In January 2015, MBK Entertainment announced its plans to debut a new girl group, originally with a strategy to have possible candidates compete on a reality survival program. Once the idea was scrapped, however, the company decided to select its members internally and the final line-up was revealed with seven members: Seung-hee, Cathy, Eunice, Jenny, Eun-jin, Chae-yeon and Ye-bin herself.

DIA released their debut album, Do It Amazing on September 14, 2015, with the lead single "Somehow" (왠지; Waenji). Their first official public appearance was on the same day where the group performed a showcase at the Ilchi Art Hall in Seoul. They made their official debut stage on Mnet's M! Countdown on September 17, 2015.

===2016: Lyric writing===
Throughout her career, besides contributing her vocal to DIA's songs, Yebin has explored into lyrics writing. She penned the lyrics for the song "Waiting For You" (2016), while co-writing the songs: "Will You Go Out With Me?", "Boyfriend", "April", "Mannequin", "You Are My Flower", "Light", "Listen To This Song", "Not Only You But Spring" and "Independence Movement Day".
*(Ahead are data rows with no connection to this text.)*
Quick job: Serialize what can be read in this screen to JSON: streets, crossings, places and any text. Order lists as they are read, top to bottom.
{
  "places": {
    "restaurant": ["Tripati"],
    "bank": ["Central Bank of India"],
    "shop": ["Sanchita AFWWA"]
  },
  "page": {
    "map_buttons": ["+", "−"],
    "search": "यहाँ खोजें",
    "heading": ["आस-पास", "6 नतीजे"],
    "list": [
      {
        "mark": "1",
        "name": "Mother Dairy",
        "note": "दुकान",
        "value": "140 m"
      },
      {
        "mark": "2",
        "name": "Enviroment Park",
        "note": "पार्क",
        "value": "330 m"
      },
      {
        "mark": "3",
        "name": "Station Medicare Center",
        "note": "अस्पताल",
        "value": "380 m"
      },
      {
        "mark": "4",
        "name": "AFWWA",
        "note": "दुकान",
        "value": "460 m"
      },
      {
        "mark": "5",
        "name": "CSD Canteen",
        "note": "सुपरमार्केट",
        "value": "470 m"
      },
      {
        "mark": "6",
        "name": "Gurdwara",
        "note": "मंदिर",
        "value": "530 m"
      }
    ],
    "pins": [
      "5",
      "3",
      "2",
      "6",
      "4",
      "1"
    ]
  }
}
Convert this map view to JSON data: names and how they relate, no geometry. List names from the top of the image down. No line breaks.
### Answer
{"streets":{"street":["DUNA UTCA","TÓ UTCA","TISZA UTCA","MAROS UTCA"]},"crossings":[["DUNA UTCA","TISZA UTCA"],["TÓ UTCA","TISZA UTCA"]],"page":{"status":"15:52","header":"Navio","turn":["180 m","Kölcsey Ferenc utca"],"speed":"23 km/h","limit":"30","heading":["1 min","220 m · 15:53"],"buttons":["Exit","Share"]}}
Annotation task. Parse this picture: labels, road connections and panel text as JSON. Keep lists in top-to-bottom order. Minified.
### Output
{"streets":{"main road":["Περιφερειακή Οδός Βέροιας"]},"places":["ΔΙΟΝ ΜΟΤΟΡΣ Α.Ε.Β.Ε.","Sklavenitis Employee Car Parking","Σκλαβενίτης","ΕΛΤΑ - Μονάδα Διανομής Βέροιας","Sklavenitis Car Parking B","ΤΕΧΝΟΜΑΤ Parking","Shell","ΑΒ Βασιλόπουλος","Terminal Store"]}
===2017: Seoraksan in October and The Unit===
On September 4, 2017, Yebin and fellow member Somyi wrote a letter to their fans and posted it via Instagram, letting fans know of their decision to participate in KBS' idol rebooting project The Unit.

Before participating on KBS2's 'The Unit', Yebin and fellow member Somyi promised to release a duet single. They kept their promise by releasing a teaser image for the single on September 23, 2017. The duet is called "Seoraksan in October", a song illustrating the beauty of Seoraksan in the fall when the trees turn colors, and expressing one's wishes to take off on an adventure come the fall season.

On September 28, 2017, Yebin and fellow member Somyi released their last duet together before they join KBS's 'The Unit'. They performed their duet "Seoraksan in October" featuring Eunchae on the September 29, 2017, broadcast of Music Bank.

On October 3, 2017, MBK Entertainment has confirmed that DIA will be making a comeback but will promote as 7 members for their "Good Night" comeback without Yebin and Somyi as both will be busy with the upcoming idol rebooting show 'The Unit' even though they recorded songs for 'Gift'.

===2018: UNI.T===
On February 10, 2018, during the final episode of The Unit, Yebin placed 2nd among female contestants with an overall of 83,910 votes and became a member of the final female line-up which was later revealed to be named UNI.T. Yebin promoted with UNI.T for seven months.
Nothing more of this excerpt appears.